_TASK ITEM_.
From the listing below, copy only the lines running from the line that contains "display:grid; place-content:center; width:65px;" to the line that contains "border:8px solid #d22;", both included.

=== Section Start ===

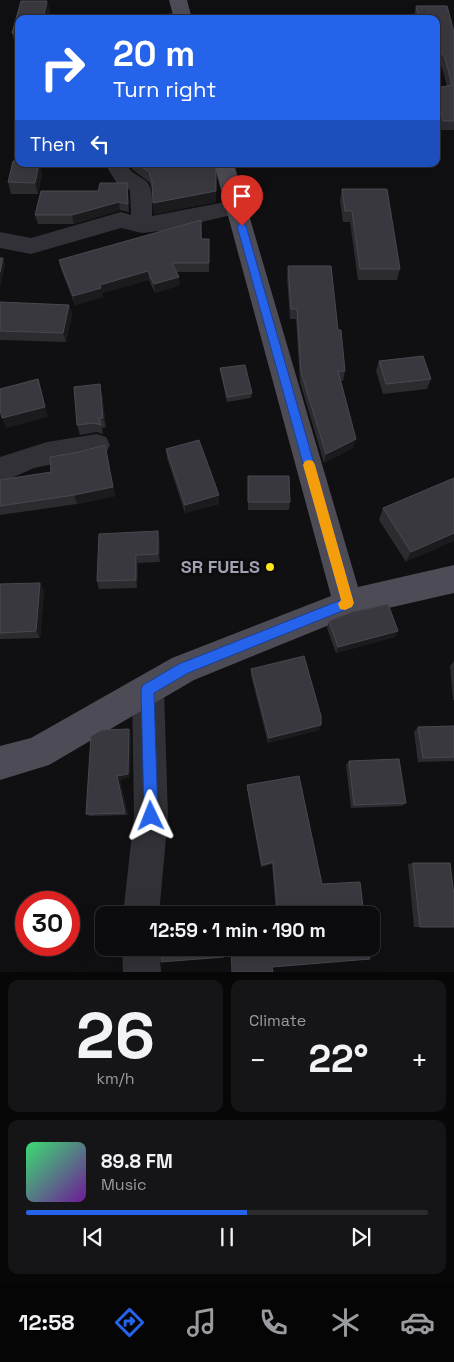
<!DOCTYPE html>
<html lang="en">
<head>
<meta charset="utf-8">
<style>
  body { margin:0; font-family:"Space Grotesk",sans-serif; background:#151517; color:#f1f3f6; height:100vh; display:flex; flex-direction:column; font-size:19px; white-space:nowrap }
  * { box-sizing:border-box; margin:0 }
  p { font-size:16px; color:#9a9b9e }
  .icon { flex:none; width:28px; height:28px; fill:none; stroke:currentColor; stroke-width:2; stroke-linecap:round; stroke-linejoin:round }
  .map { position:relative; height:972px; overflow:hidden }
  .details { display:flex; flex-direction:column; gap:8px; padding:8px; background:#070708; flex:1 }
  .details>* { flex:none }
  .guide { position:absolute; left:15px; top:15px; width:425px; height:152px; border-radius:10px; box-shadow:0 5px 20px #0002,0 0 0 1px #2c2c2e; background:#2563eb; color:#fff; overflow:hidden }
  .speed { position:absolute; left:15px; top:891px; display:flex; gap:10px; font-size:25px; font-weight:700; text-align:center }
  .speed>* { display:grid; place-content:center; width:65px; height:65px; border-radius:50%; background:#0c0c0e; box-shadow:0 5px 20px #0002,0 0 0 1px #2c2c2e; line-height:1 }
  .speed .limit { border:8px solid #d22; background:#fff; color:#111 }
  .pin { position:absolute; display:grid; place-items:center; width:42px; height:42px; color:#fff; margin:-51px -21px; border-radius:50% 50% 50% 0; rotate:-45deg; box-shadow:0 0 5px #0007 }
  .pin .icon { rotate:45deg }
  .me { position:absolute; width:55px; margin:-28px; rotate:358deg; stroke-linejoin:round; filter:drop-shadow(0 0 4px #0008) }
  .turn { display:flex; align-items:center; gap:18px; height:105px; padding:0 15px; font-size:22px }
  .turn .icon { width:65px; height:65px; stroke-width:2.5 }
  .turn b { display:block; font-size:35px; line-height:42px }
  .then { display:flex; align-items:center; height:48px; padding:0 15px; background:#0003; gap:10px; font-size:19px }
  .big { font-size:38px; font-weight:700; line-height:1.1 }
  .details .widget { flex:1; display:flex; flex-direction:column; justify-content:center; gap:8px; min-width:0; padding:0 18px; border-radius:10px; background:#151517 }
  .details .dial { align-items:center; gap:0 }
  .dial b { font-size:65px; line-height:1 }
  .song { display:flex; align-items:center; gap:15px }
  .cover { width:60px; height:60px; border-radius:8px; background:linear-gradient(135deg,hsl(140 70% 55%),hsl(280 70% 35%)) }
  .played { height:5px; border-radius:2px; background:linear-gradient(90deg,#2563eb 55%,#2c2c2e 55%) }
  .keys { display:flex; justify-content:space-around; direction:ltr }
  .heat { display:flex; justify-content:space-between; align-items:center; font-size:28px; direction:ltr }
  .details .tiles { flex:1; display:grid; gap:8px; grid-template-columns:1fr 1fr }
  .widget:last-child { grid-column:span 2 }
  .trip { position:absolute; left:95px; top:906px; width:285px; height:50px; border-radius:10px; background:#0c0c0e; box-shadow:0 5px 20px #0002,0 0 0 1px #2c2c2e; font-weight:700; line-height:50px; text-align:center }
  .menu { display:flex; height:80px; justify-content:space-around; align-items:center; background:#050506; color:#9a9b9e }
  .menu .icon { width:35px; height:35px }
  .menu .on { color:#2563eb }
  .menu b { font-size:22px; color:#f1f3f6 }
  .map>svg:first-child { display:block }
</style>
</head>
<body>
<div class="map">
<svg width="454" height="972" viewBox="0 0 454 972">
  <rect width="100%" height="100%" fill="#101012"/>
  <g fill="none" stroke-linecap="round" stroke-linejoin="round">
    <path fill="#313137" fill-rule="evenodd" d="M183 12 189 13 192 17 191 19H153L156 15Z
      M105 164H125C131 173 138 175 146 181 154 188 152 207 152 216L236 200 244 202 247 207 244 212 168 230 142 233 121 228 31 254 0 248V232L31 238 121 212 131 215 130 190 116 182Z
      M97 434 106 437 110 445 106 453 34 468 0 483V457L47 442Z
      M148 674 159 679 164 690 168 816 159 915H123L134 816 132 690 137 679Z
      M122 948H159L161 972H123Z"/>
    <path fill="#4d4c56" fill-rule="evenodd" d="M169 0H187L192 19H174Z
      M214 164H234L358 587 454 565V593L349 617 194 680 49 765 0 780V746L31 738 172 658 331 596Z"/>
  </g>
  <path fill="#2c2c30" d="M21 1H47L50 13 48 19H19V44H15L12 33Z
    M416 6H447L454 32V130H441L436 109V88L447 86 442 68 436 59V19H415L414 16Z
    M131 164H193V167L216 202 154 214 152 190 150 183 132 169Z
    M42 173 38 194H11L8 182Z
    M127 183 129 212 120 210 74 224H38L35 215 98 191Z
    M342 189 400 269 397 280H358L350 222H343L340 200Z
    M201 220 202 239H209V272H177L180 285 155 293 149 280 102 293 103 297 75 305 61 269 59 260Z
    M288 266 338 330 345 371 343 381H340L353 448 324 463 300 382 296 319H290L287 277Z
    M0 302 69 305 72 314 66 342 0 340Z
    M379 361 431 379 427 389 383 394 376 371Z
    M220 368 252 393 251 398 227 402 221 374Z
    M102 394 106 427 102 428 103 434 97 432 80 435 77 425Z
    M166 449 219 495V504L185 513 167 458Z
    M107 454 115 496 77 504 0 515V480L51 472Z
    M248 476 290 502 289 510H248Z
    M454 478 406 562 379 520 383 508Z
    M160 540V562L138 563 137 588 99 589 97 581Z
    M0 584 44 590 40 638 0 639Z
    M329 621 395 637 336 653 327 628Z
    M454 661V700H453L450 666Z
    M251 669 319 730 268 743 251 675Z
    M454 726V761L418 762 414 732 418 727Z
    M129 729 131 734 130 777 120 780 128 815 90 816 86 814Z
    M349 761 406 803 402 806 351 808 346 765Z
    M247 785 322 884 364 915H276L272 864 261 867 247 789Z
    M413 863 454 927H414L408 864Z"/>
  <path fill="#1b1b1e" d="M47 1 50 13 48 19H43Z
    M39 164H40L42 173 38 194 35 183Z
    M127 183 128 192 129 212 128 204Z
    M216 191V202L154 214 153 203Z
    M119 202 120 210 74 224 72 215Z
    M3 258 5 264 0 288V272Z
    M148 271 149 280 102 293 103 297 75 305 73 296 100 285Z
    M179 277 180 285 155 293 154 284Z
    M69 305 72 314 66 342 63 333Z
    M38 379 41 389 48 417 6 428 2 418Z
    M100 384 102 394 106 427 103 418Z
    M356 439 353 448 324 463 326 454Z
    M105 445 115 496 77 504 74 495Z
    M219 495V504L185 513V505Z
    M158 531 160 540V562L158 554Z
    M454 533V541L406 562 411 552Z
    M136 555 138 563 137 588 136 580Z
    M40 583 44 590 40 638 36 631Z
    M398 631 395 637 336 653 338 647Z
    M321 725 319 730 268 743 269 738Z
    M129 729 131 734 130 777 120 780 128 815 125 813 117 776Z"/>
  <path fill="#38383e" stroke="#484950" d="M21 1H47L43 19H19V33H12Z
    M416 6H447L454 32V121H443L436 88 452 85 445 58 436 46V19H419Z
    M13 161H19V164H39L35 183 8 182Z
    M138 164H192V167H216V191L153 203 152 182 149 172Z
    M100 183H127L128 204 119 202 72 215H35L41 191H98Z
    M342 189H387L400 269H360L352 211H345Z
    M201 220V239H209V263H172L179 277 154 284 148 271 100 285 101 288 73 296 59 260Z
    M0 258H3L0 272Z
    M288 266H331L338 330H341L345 371H338L356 439 326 454 301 372 297 309H291Z
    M0 302 69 305 63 333 0 331Z
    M423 356 431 379 386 384 379 361Z
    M245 365 252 393 227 397 220 368Z
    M38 379 45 407 2 418 0 410V389Z
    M100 384 103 418H99L101 425 94 423 77 425 74 387Z
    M199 440 219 495 185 505 166 449Z
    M105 445 113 487 74 495 0 506V480L51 472 50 457 79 452Z
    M248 476H289L290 502H248Z
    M454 478V533L411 552 383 508Z
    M158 531V554L136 555V580L97 581 99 534Z
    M40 583 36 631 0 633V584Z
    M388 604 398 631 338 647 329 621 352 612Z
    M304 656 321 716V725L269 738 251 669Z
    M454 726V757L423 758 418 727Z
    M129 729 128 774 117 776 125 813 86 814 91 736 102 730Z
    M399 759 406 803 354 805 349 761Z
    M299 776 322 884 360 882 364 915H278L273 862 262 865 247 785Z
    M413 863H450L454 895V927H420Z
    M161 948H224V957L161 962Z
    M231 948H368L370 959 272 967 273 972H232Z"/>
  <path fill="#2563eb" stroke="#184099" d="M242 222 246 226 354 603 352 607 188 673 154 693 158 816 156 821 151 823 146 821 144 816 141 690 143 685 179 664 341 600 237 226Z"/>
  <path fill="#f59e0b" d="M309 460 313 461 315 465 354 603 352 607 345 610 340 609 338 604 341 600 303 465 305 461Z"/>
  <circle fill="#fee81b" stroke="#0b0b0c" stroke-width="2" cx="270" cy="567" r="5"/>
  <g text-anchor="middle" stroke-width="5" stroke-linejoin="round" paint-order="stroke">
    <g font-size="18" font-weight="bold" fill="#a0a1b3" stroke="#0b0b0c" text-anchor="end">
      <text x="260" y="573">SR FUELS</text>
    </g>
  </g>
</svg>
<div class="speed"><div class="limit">30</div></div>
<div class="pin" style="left:242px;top:226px;background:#d93025"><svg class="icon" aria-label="arrive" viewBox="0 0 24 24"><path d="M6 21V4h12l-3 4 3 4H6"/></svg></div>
<svg class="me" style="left:151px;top:816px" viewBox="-20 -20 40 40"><path d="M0-17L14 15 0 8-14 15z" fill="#2563eb" stroke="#fff" stroke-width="4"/></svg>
<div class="trip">12:59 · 1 min · 190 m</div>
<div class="guide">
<div class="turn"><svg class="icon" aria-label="right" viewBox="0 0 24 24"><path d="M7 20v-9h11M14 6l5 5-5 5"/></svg><div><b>20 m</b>Turn right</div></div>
<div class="then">Then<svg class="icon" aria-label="left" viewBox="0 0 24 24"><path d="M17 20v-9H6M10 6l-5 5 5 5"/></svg></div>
</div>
</div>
<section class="details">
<div class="tiles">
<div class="widget dial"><b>26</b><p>km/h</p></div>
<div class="widget"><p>Climate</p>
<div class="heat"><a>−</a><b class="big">22°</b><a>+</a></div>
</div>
<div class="widget">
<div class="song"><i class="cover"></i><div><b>89.8 FM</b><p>Music</p></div></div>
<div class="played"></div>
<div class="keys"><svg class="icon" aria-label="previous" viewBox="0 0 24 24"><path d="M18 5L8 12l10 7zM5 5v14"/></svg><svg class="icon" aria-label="pause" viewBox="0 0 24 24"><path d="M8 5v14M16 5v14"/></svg><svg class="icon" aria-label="next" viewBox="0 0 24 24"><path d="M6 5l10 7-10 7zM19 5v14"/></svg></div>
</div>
</div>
</section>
<nav class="menu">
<b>12:58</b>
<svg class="icon on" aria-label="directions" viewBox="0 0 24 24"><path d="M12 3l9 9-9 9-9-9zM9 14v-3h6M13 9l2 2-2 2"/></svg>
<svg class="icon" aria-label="music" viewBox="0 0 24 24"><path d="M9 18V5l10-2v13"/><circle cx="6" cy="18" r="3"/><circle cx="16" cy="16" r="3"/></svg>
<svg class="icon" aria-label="phone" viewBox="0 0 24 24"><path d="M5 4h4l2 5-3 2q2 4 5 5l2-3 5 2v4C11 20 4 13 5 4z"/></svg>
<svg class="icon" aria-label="climate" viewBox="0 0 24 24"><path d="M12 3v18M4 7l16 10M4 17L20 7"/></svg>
<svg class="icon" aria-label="car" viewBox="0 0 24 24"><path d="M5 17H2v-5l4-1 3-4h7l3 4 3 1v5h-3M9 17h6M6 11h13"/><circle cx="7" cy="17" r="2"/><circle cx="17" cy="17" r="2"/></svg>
</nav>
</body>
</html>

=== Section End ===

_RESULT FOR THIS TASK_.
  .speed>* { display:grid; place-content:center; width:65px; height:65px; border-radius:50%; background:#0c0c0e; box-shadow:0 5px 20px #0002,0 0 0 1px #2c2c2e; line-height:1 }
  .speed .limit { border:8px solid #d22; background:#fff; color:#111 }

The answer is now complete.